Assignment - In the records below, find the line holding "M2257 1168 2271 1096" and the line holding "M772 1202 892". Set down both, with every line between them, exactly.

Records to use -
+--

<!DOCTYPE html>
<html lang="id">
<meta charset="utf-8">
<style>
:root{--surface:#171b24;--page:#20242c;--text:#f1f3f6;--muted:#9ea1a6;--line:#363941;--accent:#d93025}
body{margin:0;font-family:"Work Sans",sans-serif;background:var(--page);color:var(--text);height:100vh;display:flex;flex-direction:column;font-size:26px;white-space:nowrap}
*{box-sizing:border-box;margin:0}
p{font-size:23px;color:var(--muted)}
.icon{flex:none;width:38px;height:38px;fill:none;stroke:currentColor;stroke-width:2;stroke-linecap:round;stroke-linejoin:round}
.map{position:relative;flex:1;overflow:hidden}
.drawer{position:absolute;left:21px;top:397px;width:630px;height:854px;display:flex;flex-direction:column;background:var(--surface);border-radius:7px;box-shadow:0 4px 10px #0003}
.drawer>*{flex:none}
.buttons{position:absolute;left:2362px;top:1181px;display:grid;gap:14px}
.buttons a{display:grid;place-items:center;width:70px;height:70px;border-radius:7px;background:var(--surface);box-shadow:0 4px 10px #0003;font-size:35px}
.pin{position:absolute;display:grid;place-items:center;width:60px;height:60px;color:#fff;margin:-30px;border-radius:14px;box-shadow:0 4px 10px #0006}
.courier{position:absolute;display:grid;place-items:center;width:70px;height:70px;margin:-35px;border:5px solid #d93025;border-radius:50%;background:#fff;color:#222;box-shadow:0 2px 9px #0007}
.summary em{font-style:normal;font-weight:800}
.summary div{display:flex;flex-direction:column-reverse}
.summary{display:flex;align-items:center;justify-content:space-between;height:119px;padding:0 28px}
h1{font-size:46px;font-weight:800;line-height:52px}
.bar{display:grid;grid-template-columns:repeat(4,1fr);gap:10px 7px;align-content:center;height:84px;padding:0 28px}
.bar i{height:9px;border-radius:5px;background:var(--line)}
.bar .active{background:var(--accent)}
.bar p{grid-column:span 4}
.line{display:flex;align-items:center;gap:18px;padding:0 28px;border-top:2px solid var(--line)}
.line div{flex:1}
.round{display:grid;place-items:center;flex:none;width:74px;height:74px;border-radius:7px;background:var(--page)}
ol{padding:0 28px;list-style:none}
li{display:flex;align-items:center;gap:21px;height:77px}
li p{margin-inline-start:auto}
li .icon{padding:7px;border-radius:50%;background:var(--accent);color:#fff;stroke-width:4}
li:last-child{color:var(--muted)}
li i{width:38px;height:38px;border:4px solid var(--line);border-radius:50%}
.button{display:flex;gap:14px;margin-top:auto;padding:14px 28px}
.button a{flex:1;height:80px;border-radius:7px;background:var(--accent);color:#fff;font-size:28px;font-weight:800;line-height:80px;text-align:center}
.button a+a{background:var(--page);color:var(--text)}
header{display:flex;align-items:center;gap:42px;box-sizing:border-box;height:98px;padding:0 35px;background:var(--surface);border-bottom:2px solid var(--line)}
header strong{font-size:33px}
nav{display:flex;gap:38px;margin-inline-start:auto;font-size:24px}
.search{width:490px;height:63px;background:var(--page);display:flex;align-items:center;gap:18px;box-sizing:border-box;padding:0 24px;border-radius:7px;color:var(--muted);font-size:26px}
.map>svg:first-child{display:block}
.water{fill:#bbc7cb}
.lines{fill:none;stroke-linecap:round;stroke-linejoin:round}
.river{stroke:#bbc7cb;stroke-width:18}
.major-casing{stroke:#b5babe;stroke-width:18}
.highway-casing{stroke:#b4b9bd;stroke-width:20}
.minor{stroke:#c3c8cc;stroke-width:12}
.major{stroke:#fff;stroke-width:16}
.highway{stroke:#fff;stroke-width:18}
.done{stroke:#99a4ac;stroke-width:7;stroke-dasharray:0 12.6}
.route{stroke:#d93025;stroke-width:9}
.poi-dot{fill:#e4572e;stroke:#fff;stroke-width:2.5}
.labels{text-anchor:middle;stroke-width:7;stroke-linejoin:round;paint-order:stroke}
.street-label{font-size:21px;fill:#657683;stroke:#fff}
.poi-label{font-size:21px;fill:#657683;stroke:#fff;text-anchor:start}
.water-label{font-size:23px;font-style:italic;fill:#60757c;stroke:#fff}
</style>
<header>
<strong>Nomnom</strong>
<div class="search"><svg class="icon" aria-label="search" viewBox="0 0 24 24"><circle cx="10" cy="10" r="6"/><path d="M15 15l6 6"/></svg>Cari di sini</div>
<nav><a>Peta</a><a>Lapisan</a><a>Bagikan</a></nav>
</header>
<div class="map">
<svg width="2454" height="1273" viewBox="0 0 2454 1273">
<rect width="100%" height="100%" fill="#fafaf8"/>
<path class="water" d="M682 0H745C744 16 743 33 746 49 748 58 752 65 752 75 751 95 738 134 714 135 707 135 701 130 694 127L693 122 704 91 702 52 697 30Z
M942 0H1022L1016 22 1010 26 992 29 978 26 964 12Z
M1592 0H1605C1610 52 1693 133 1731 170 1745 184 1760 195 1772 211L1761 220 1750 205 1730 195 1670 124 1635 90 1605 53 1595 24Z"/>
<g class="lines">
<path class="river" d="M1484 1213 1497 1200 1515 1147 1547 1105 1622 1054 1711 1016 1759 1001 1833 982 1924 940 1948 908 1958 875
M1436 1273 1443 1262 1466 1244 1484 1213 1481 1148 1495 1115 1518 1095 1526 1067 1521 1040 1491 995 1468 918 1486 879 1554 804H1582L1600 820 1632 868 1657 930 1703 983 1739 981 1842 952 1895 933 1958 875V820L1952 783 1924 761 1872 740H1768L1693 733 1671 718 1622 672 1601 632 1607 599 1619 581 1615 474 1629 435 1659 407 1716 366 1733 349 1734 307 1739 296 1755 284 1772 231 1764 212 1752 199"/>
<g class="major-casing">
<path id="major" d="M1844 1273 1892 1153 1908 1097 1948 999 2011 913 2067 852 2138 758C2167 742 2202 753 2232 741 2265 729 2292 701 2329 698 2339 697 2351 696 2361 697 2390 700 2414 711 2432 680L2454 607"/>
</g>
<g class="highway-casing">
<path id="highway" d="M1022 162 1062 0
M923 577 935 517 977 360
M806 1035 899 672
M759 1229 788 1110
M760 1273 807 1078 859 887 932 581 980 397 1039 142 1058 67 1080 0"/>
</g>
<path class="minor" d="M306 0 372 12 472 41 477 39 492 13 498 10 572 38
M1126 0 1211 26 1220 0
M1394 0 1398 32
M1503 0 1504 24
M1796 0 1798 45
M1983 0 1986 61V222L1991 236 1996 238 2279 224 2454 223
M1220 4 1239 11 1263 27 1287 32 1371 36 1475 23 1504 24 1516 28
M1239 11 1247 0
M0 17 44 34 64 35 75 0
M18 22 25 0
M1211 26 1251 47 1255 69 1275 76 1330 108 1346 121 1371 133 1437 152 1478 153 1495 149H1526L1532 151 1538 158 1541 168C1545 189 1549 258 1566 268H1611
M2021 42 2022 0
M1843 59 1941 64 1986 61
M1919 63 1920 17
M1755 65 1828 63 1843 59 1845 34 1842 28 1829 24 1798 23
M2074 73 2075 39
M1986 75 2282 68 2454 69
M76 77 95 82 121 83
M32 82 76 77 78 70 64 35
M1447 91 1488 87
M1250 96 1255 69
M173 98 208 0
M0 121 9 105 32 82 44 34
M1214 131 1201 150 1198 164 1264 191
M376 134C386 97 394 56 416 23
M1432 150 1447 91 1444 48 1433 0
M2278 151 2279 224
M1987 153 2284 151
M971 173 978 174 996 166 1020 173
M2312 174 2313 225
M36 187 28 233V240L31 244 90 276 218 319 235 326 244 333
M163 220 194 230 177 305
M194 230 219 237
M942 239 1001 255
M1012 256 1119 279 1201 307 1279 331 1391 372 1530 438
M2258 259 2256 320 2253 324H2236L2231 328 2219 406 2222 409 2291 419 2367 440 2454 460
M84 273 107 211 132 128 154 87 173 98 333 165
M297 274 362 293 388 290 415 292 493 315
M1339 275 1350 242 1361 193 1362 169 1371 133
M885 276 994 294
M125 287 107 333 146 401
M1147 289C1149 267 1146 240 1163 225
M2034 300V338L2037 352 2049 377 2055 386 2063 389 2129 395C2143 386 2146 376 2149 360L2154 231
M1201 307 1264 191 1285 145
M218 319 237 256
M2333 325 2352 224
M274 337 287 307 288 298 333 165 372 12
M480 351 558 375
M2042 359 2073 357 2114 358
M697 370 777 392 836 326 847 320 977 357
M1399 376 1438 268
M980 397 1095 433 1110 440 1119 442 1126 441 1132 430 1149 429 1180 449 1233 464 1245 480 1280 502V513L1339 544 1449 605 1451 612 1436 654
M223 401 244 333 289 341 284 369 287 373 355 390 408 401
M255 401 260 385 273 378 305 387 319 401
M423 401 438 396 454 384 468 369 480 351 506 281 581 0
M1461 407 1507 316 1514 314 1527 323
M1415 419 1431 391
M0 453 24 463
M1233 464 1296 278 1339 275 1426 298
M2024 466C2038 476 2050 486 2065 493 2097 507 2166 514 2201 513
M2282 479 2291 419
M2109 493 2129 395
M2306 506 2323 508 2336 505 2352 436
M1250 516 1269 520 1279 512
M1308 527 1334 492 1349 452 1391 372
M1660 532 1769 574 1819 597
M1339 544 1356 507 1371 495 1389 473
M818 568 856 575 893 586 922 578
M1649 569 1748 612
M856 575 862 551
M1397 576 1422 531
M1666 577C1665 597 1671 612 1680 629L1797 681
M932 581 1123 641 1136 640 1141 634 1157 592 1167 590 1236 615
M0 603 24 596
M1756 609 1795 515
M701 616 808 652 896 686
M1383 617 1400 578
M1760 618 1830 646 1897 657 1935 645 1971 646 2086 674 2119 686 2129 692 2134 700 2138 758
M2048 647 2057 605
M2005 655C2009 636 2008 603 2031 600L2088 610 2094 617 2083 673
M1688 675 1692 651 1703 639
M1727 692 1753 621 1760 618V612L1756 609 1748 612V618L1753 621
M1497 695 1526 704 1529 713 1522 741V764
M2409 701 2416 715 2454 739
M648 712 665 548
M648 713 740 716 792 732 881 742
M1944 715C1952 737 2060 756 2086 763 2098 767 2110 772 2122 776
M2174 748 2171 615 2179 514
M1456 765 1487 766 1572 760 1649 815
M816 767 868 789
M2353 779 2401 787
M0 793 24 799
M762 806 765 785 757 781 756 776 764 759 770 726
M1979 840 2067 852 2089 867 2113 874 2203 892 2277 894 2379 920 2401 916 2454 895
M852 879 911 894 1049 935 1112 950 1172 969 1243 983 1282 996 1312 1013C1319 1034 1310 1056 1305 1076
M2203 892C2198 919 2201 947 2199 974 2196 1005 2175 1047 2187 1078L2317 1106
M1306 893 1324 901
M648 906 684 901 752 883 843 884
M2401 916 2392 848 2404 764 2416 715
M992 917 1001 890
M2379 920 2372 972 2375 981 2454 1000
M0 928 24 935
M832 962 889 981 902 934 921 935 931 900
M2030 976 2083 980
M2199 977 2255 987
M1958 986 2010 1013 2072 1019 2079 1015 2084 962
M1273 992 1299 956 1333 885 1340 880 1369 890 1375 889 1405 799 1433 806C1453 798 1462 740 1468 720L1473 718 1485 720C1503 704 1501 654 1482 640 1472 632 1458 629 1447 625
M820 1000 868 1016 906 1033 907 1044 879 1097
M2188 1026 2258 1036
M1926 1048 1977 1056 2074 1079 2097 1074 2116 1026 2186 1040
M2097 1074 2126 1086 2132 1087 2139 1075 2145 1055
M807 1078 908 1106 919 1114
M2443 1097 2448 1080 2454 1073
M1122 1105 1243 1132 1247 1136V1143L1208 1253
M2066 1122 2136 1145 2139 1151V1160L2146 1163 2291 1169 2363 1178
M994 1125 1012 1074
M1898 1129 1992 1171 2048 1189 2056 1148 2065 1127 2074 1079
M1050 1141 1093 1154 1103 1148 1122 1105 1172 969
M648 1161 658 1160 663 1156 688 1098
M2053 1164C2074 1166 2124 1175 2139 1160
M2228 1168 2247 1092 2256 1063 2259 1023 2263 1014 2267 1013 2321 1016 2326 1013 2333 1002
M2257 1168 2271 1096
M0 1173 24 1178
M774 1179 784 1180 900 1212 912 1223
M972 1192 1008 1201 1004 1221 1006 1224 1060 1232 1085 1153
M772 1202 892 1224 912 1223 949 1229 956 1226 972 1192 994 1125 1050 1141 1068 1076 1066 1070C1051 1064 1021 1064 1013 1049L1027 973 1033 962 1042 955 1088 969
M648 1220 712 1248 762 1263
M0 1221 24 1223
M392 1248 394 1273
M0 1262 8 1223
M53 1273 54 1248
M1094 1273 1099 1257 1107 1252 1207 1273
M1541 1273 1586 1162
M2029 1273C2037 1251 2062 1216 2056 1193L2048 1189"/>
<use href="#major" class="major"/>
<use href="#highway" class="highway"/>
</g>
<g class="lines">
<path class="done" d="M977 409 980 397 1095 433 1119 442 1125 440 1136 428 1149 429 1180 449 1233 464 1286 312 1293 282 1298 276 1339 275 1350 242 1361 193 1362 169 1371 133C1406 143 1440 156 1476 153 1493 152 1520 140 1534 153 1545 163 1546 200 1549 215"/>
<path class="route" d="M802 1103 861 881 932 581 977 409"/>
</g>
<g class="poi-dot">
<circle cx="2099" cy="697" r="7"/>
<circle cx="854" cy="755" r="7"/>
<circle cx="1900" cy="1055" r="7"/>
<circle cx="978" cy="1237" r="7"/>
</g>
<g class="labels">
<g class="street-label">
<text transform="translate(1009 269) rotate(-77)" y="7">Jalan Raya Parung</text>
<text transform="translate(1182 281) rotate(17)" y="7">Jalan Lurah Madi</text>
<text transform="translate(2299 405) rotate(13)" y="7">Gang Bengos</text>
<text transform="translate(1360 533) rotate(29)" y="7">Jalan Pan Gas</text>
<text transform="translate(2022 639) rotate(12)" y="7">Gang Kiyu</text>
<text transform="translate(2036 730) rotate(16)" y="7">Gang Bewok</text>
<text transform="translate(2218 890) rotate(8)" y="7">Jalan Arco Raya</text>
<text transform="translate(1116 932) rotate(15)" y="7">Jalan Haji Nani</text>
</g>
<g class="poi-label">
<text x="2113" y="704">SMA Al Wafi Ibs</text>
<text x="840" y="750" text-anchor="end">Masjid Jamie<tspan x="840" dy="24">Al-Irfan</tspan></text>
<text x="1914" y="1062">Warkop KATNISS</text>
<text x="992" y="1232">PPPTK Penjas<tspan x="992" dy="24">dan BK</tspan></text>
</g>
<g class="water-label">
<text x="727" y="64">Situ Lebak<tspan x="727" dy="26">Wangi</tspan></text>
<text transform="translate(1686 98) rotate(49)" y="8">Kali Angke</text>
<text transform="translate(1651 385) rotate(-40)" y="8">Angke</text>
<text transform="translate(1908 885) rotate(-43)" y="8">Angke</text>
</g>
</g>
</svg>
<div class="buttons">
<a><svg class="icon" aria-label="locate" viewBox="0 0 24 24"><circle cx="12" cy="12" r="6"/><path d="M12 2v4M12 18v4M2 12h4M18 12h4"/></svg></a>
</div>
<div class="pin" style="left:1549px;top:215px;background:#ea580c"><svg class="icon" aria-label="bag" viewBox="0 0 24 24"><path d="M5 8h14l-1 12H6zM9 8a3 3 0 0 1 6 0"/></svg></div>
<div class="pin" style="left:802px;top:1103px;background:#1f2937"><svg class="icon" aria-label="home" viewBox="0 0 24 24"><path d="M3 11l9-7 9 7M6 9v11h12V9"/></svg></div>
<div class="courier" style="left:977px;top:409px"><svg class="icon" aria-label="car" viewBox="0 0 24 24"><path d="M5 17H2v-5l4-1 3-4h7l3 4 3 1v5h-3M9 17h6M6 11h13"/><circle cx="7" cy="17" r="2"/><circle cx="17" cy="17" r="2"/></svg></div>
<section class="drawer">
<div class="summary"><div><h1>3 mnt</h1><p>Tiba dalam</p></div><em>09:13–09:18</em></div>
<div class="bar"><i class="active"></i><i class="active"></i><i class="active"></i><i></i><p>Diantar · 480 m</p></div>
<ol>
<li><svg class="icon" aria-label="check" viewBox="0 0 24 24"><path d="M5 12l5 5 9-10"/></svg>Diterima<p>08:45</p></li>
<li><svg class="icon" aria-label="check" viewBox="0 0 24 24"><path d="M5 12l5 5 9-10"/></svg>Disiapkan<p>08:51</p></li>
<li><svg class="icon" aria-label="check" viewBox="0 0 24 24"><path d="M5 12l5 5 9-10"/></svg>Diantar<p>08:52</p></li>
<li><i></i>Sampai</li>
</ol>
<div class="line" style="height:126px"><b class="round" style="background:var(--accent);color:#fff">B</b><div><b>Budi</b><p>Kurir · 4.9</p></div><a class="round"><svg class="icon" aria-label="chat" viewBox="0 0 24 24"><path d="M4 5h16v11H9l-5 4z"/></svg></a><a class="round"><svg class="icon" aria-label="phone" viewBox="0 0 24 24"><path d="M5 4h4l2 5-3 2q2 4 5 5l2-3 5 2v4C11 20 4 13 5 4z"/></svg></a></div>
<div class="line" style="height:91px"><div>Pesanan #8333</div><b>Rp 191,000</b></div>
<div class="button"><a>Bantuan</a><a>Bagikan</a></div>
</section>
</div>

+--

Solution to this task -
M2257 1168 2271 1096
M0 1173 24 1178
M774 1179 784 1180 900 1212 912 1223
M972 1192 1008 1201 1004 1221 1006 1224 1060 1232 1085 1153
M772 1202 892 1224 912 1223 949 1229 956 1226 972 1192 994 1125 1050 1141 1068 1076 1066 1070C1051 1064 1021 1064 1013 1049L1027 973 1033 962 1042 955 1088 969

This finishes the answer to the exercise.